Saved entries:
______

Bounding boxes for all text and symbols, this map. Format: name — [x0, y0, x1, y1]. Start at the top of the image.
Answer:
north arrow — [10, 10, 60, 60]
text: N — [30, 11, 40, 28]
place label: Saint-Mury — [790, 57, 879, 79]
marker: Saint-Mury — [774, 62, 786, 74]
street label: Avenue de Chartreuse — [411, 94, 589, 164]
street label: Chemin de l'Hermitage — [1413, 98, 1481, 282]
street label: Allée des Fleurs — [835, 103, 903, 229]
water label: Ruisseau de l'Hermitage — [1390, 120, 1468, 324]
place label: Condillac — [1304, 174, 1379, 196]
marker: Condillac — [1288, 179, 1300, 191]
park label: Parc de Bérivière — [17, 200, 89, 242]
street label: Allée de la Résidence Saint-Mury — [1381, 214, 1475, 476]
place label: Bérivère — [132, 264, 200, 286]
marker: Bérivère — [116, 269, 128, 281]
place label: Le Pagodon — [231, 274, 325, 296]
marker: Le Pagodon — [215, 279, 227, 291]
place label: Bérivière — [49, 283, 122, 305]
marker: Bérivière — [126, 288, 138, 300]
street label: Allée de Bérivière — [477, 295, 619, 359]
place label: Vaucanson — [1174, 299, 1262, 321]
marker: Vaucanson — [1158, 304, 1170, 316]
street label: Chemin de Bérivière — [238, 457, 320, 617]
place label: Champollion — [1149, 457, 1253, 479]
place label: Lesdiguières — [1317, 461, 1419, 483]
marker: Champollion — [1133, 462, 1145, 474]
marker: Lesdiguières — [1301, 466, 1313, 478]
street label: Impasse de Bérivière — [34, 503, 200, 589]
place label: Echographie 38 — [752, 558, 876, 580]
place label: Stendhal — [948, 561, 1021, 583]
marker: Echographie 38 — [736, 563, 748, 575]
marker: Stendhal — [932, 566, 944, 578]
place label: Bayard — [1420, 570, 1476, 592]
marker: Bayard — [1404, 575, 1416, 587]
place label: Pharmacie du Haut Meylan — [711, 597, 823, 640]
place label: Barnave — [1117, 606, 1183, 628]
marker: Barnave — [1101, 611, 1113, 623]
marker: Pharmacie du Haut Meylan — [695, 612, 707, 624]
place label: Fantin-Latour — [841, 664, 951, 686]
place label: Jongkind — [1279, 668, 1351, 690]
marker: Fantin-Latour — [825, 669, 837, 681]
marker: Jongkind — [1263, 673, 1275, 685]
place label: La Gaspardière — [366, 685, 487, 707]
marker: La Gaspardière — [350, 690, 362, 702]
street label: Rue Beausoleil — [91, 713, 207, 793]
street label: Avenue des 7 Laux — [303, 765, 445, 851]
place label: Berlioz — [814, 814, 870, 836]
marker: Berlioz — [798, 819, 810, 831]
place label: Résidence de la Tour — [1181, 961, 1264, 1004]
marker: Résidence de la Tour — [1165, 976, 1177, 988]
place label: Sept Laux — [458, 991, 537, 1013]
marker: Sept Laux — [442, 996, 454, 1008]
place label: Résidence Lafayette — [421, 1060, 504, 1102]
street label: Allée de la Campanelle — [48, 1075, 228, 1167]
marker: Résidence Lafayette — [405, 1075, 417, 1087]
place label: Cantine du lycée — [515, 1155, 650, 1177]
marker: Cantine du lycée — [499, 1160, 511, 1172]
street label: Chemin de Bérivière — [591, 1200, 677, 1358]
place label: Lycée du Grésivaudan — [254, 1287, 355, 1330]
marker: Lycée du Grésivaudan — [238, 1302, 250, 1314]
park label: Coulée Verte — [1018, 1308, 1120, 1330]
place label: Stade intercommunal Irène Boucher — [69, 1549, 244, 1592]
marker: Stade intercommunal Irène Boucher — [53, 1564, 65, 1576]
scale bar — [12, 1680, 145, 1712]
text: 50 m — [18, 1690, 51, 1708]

______

When a line in the data contains the string "Irène", copy that line.

place label: Stade intercommunal Irène Boucher — [69, 1549, 244, 1592]
marker: Stade intercommunal Irène Boucher — [53, 1564, 65, 1576]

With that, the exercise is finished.